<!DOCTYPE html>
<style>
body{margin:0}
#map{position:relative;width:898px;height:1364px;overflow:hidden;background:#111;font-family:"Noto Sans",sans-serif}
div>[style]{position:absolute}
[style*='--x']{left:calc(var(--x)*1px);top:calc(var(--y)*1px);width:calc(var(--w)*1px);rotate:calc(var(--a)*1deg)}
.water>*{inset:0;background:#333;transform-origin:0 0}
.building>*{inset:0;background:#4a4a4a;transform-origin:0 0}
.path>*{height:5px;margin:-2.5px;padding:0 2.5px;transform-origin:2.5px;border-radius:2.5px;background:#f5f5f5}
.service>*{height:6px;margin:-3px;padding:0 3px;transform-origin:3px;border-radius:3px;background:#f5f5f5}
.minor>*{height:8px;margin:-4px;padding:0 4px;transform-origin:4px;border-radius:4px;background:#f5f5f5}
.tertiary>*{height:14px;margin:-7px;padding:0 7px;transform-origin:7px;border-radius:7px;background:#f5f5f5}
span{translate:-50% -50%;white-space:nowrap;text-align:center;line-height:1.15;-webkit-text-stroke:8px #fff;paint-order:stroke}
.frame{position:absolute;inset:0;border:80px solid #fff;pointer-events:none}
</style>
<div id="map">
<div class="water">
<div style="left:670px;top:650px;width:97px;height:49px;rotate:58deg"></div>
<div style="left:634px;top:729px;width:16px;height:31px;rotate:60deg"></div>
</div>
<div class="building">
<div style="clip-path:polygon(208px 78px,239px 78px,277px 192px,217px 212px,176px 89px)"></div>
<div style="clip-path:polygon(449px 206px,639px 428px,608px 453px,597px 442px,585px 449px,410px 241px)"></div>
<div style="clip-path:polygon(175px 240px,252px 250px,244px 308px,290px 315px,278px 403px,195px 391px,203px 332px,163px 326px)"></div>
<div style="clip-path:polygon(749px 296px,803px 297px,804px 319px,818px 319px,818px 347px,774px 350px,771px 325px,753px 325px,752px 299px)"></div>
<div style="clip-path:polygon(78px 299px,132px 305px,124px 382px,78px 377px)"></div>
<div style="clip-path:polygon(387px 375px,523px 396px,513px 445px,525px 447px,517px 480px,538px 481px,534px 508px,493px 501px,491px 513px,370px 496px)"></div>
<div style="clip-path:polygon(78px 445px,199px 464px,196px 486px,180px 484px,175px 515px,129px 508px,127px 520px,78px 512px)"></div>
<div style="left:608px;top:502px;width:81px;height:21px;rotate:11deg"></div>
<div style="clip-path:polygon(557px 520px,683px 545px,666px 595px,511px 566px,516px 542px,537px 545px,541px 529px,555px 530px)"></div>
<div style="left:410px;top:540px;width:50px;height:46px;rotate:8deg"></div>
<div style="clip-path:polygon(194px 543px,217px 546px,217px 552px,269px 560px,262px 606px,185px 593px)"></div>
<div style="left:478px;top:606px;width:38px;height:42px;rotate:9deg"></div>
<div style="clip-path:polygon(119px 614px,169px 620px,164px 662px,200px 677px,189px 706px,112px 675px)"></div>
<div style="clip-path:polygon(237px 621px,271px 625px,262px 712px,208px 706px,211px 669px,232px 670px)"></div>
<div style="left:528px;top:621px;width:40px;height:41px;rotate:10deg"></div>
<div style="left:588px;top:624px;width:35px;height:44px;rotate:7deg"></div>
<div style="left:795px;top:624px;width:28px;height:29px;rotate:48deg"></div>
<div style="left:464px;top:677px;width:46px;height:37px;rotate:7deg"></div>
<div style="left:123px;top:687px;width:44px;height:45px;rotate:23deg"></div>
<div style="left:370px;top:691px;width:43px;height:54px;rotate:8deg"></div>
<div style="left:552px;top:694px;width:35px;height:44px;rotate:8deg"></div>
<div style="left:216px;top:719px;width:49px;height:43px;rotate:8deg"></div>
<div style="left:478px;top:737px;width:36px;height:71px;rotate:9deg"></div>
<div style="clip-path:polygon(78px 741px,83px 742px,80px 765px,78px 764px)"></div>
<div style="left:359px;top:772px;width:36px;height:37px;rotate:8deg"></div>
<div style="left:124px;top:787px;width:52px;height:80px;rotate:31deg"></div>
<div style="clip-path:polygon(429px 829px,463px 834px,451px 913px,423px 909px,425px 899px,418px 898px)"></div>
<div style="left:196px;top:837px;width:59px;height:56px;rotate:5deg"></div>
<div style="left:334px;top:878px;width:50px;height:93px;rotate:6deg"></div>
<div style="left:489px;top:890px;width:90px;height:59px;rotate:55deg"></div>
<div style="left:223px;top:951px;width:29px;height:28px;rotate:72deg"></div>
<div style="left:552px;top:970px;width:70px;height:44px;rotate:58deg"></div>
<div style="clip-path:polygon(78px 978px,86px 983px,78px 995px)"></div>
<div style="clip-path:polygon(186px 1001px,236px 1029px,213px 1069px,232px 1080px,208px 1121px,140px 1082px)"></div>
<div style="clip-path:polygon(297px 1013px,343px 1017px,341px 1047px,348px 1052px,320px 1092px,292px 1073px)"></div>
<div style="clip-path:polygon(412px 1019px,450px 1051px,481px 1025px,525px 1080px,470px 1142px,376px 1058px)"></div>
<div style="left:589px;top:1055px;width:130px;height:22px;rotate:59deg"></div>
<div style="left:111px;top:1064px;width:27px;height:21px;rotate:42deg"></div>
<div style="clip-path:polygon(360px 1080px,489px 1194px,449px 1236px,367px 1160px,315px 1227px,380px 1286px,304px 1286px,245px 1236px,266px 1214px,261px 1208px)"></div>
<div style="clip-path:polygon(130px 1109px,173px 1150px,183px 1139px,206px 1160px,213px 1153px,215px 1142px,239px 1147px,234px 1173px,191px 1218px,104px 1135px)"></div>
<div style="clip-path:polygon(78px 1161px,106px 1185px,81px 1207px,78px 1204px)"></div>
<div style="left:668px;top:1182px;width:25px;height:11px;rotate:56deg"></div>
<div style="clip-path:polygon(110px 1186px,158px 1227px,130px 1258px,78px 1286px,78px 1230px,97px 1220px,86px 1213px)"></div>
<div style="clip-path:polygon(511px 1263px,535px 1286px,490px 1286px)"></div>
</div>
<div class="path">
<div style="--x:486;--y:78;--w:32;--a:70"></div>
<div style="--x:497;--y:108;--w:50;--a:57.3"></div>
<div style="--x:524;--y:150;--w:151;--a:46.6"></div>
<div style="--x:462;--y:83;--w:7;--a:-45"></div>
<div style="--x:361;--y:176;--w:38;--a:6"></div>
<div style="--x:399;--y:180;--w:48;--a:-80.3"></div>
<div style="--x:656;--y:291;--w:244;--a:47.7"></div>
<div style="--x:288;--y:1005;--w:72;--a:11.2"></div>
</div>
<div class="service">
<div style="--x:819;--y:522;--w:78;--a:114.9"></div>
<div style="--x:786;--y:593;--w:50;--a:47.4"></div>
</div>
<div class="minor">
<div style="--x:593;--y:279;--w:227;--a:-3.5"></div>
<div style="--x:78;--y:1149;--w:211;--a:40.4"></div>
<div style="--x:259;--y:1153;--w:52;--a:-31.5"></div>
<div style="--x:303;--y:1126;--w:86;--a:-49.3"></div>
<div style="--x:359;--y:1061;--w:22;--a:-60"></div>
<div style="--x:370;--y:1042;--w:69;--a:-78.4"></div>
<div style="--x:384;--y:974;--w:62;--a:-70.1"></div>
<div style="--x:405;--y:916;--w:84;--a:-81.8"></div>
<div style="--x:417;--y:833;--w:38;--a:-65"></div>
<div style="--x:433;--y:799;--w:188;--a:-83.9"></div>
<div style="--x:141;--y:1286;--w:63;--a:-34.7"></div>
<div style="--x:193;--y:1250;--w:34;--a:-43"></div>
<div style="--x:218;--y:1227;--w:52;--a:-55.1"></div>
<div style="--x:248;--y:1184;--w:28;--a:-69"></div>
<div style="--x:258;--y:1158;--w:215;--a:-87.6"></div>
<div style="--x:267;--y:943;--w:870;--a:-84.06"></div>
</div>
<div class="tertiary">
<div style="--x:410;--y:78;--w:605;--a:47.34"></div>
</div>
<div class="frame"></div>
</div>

**WORK ORDER**
Gather every line from the listing above in which the word "water" appears.

**EXERCISE RESULT**
.water>*{inset:0;background:#333;transform-origin:0 0}
<div class="water">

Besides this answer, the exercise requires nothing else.